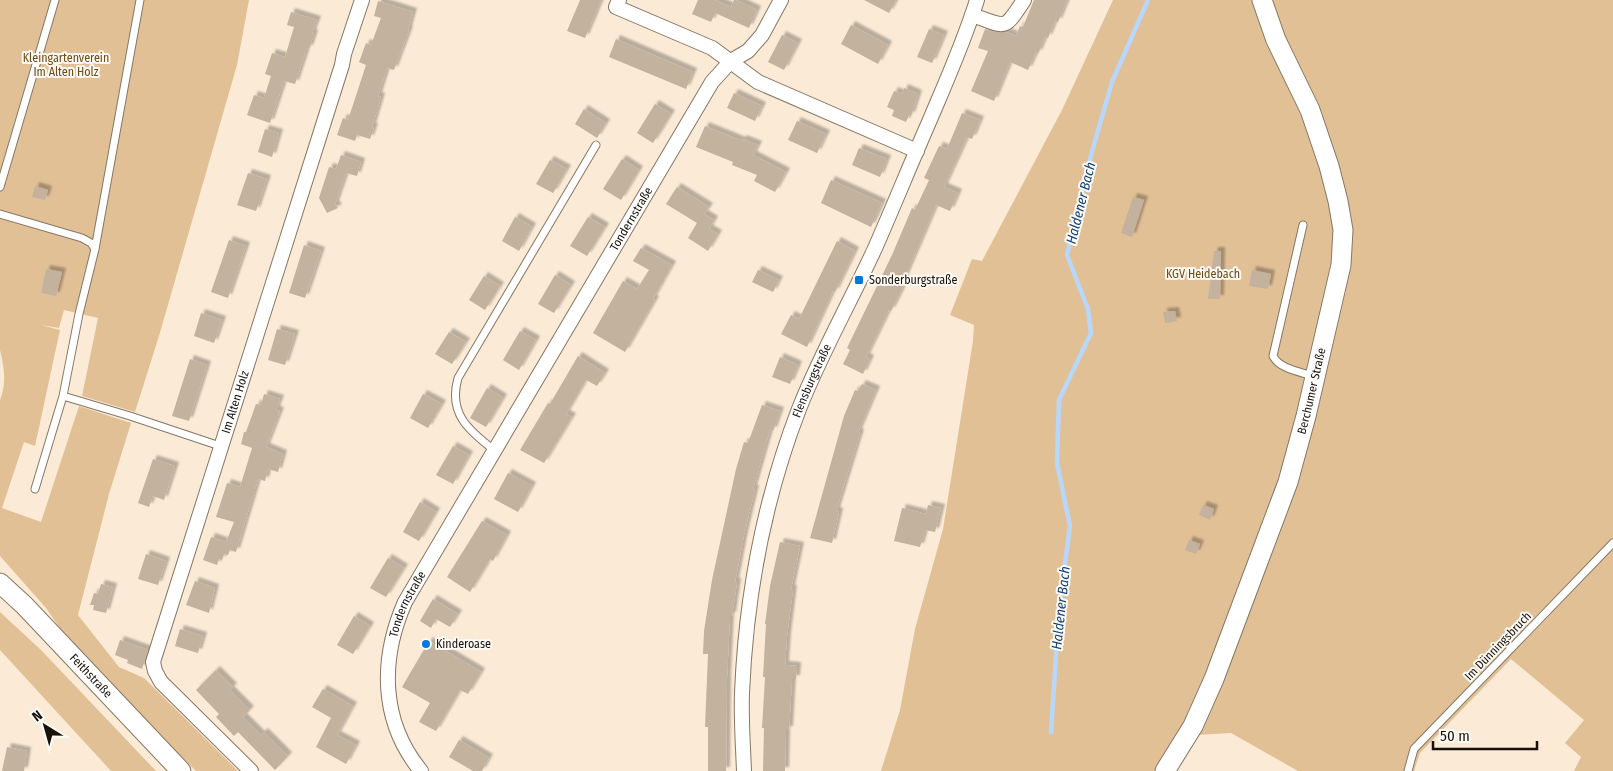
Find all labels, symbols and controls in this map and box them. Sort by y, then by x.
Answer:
park label: Kleingartenverein Im Alten Holz [23,51,109,79]
water label: Haldener Bach [1063,160,1099,246]
street label: Tondernstraße [607,185,655,253]
park label: KGV Heidebach [1166,267,1240,281]
place label: Sonderburgstraße [869,273,958,287]
marker: Sonderburgstraße [853,274,865,286]
street label: Flensburgstraße [789,341,834,419]
street label: Berchumer Straße [1294,346,1329,436]
street label: Im Alten Holz [219,369,252,435]
water label: Haldener Bach [1048,565,1074,651]
street label: Tondernstraße [386,569,429,639]
street label: Im Dünningsbruch [1462,609,1534,683]
place label: Kinderoase [436,637,491,651]
marker: Kinderoase [420,638,432,650]
street label: Feithstraße [67,651,115,701]
north arrow [20,701,70,751]
text: N [29,707,46,725]
scale bar [1433,718,1537,750]
text: 50 m [1440,727,1470,745]

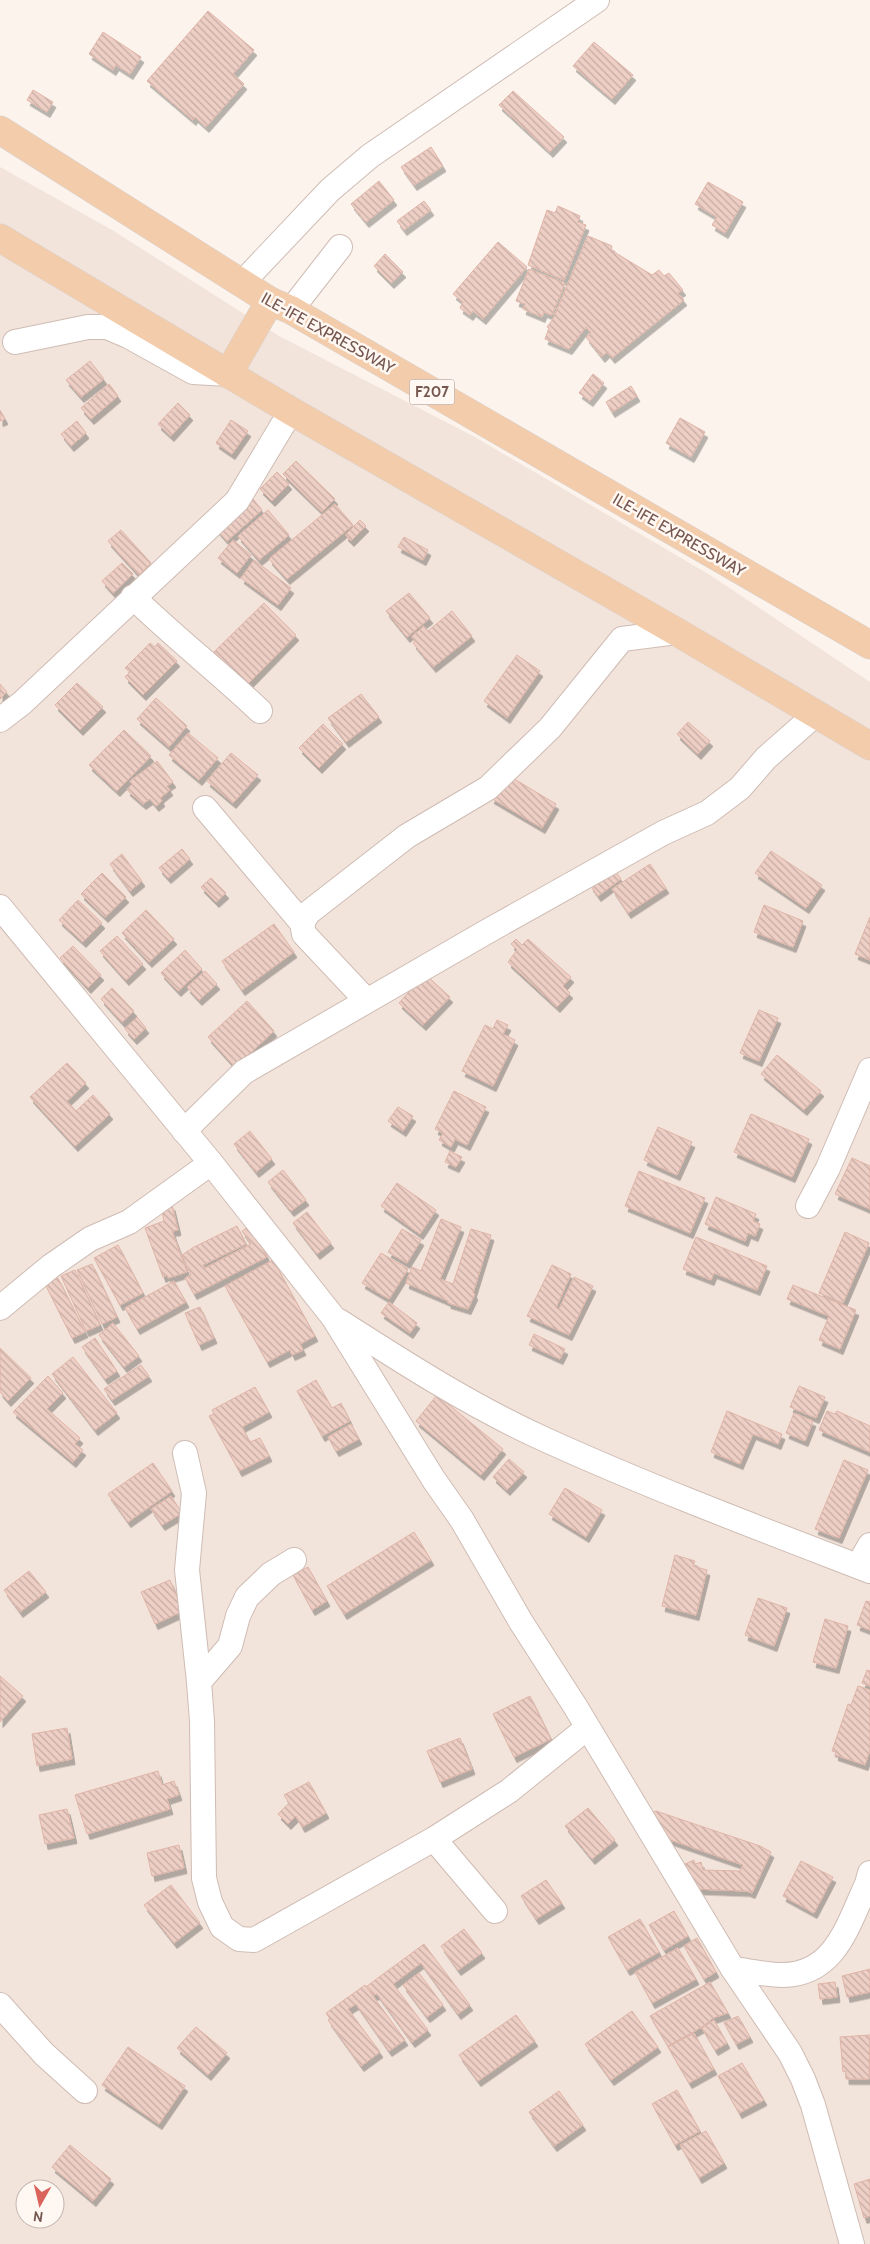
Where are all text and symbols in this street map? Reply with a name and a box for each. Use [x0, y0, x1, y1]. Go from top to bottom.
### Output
street label: ILE-IFE EXPRESSWAY [258, 288, 399, 378]
road number: F207 [410, 380, 454, 404]
street label: ILE-IFE EXPRESSWAY [609, 489, 749, 581]
north arrow [15, 2179, 65, 2229]
text: N [32, 2207, 44, 2226]

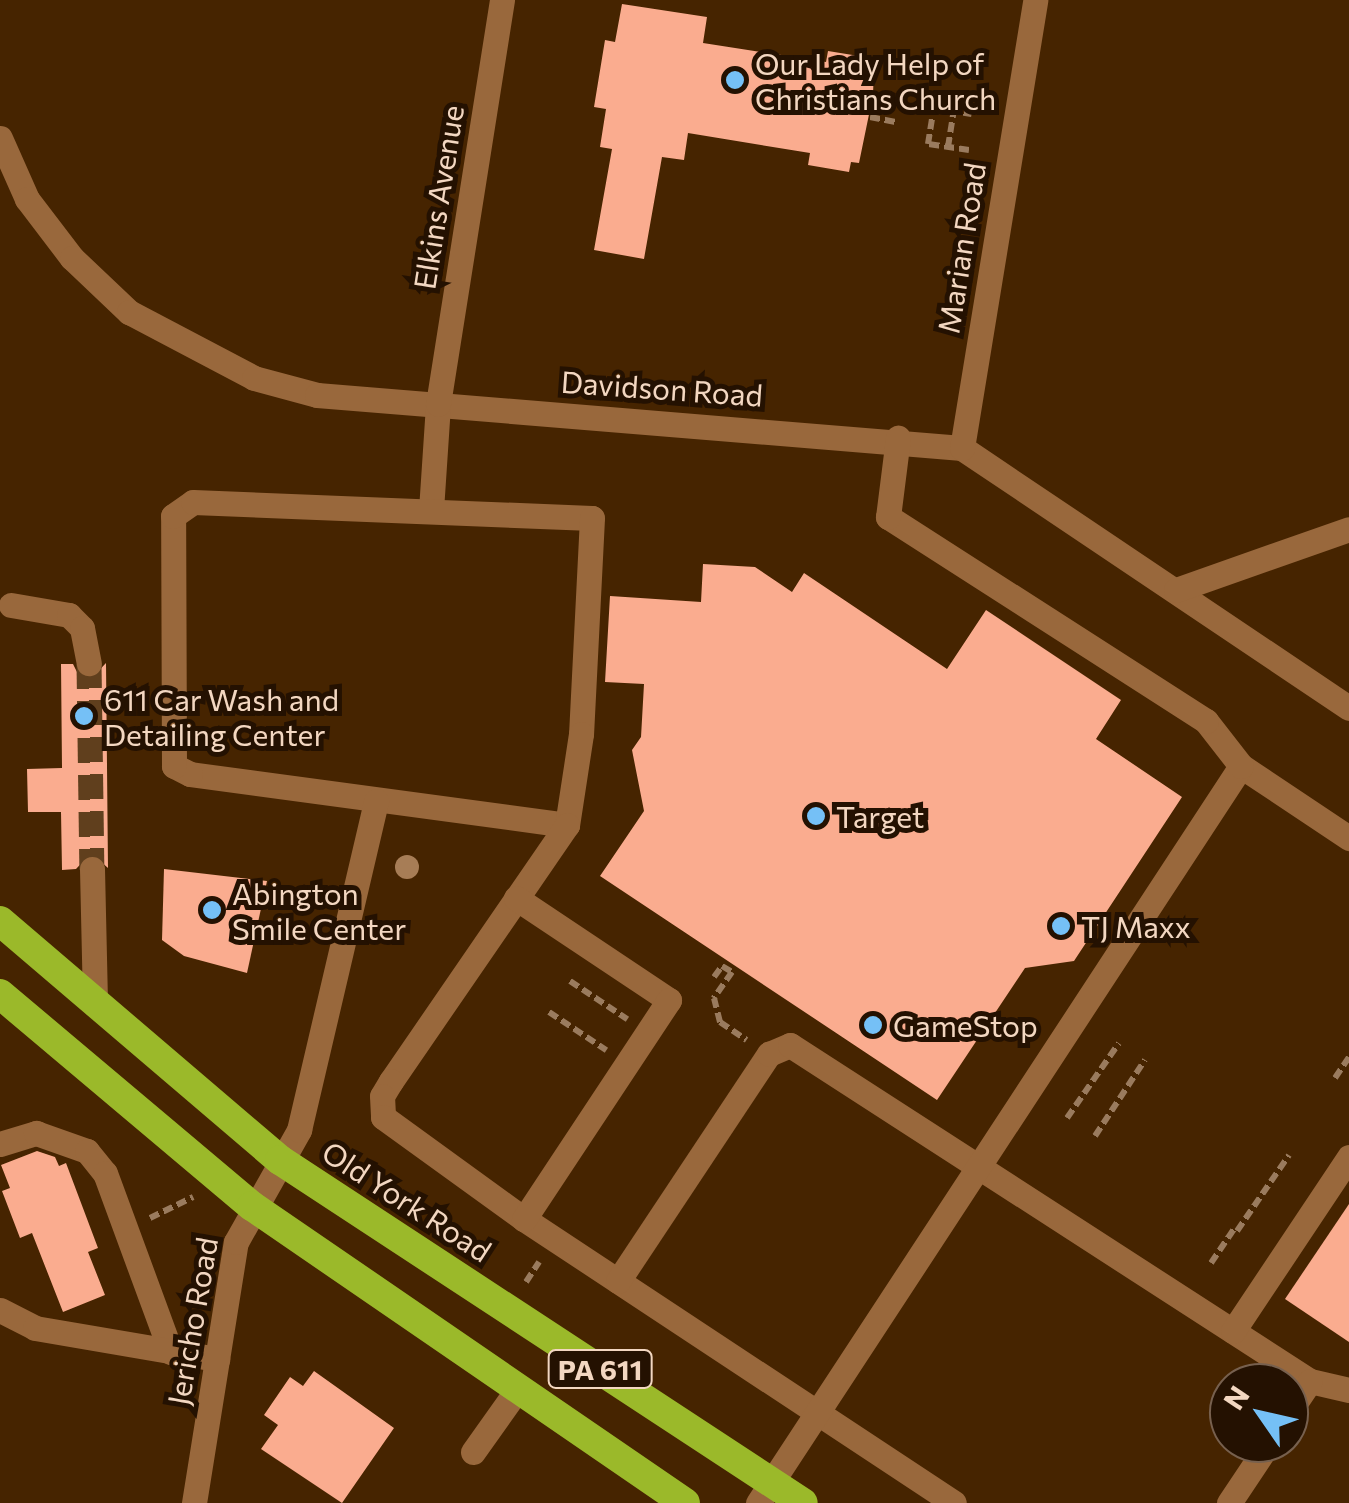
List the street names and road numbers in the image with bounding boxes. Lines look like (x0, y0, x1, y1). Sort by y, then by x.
street label: Elkins Avenue (406, 102, 470, 292)
street label: Marian Road (930, 160, 992, 336)
street label: Davidson Road (560, 363, 764, 413)
street label: Old York Road (316, 1133, 498, 1269)
street label: Jericho Road (160, 1234, 224, 1408)
road number: PA 611 (548, 1346, 652, 1392)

▸ WHAT YOU SHOULD DO
Set down the material word for word, and drop every picture from it.

▸ SOLUTION TO THIS PROBLEM
Find all labels, symbols and controls in this map and box them. Sort by y, then by x.
Answer:
park label: Kleingartenverein Im Alten Holz [23,51,109,79]
water label: Haldener Bach [1063,160,1099,246]
street label: Tondernstraße [607,185,655,253]
park label: KGV Heidebach [1166,267,1240,281]
place label: Sonderburgstraße [869,273,958,287]
marker: Sonderburgstraße [853,274,865,286]
street label: Flensburgstraße [789,341,834,419]
street label: Berchumer Straße [1294,346,1329,436]
street label: Im Alten Holz [219,369,252,435]
water label: Haldener Bach [1048,565,1074,651]
street label: Tondernstraße [386,569,429,639]
street label: Im Dünningsbruch [1462,609,1534,683]
place label: Kinderoase [436,637,491,651]
marker: Kinderoase [420,638,432,650]
street label: Feithstraße [67,651,115,701]
north arrow [20,701,70,751]
text: N [29,707,46,725]
scale bar [1433,718,1537,750]
text: 50 m [1440,727,1470,745]

Where are all text and symbols in this street map? Reply with a name and a box for each. Use [x0, y0, x1, y1]. Go from top to bottom.
### Output
street label: ILE-IFE EXPRESSWAY [258, 288, 399, 378]
road number: F207 [410, 380, 454, 404]
street label: ILE-IFE EXPRESSWAY [609, 489, 749, 581]
north arrow [15, 2179, 65, 2229]
text: N [32, 2207, 44, 2226]

List the street names and road numbers in the image with bounding boxes. Lines look like (x0, y0, x1, y1). Sort by y, then by x.
street label: Elkins Avenue (406, 102, 470, 292)
street label: Marian Road (930, 160, 992, 336)
street label: Davidson Road (560, 363, 764, 413)
street label: Old York Road (316, 1133, 498, 1269)
street label: Jericho Road (160, 1234, 224, 1408)
road number: PA 611 (548, 1346, 652, 1392)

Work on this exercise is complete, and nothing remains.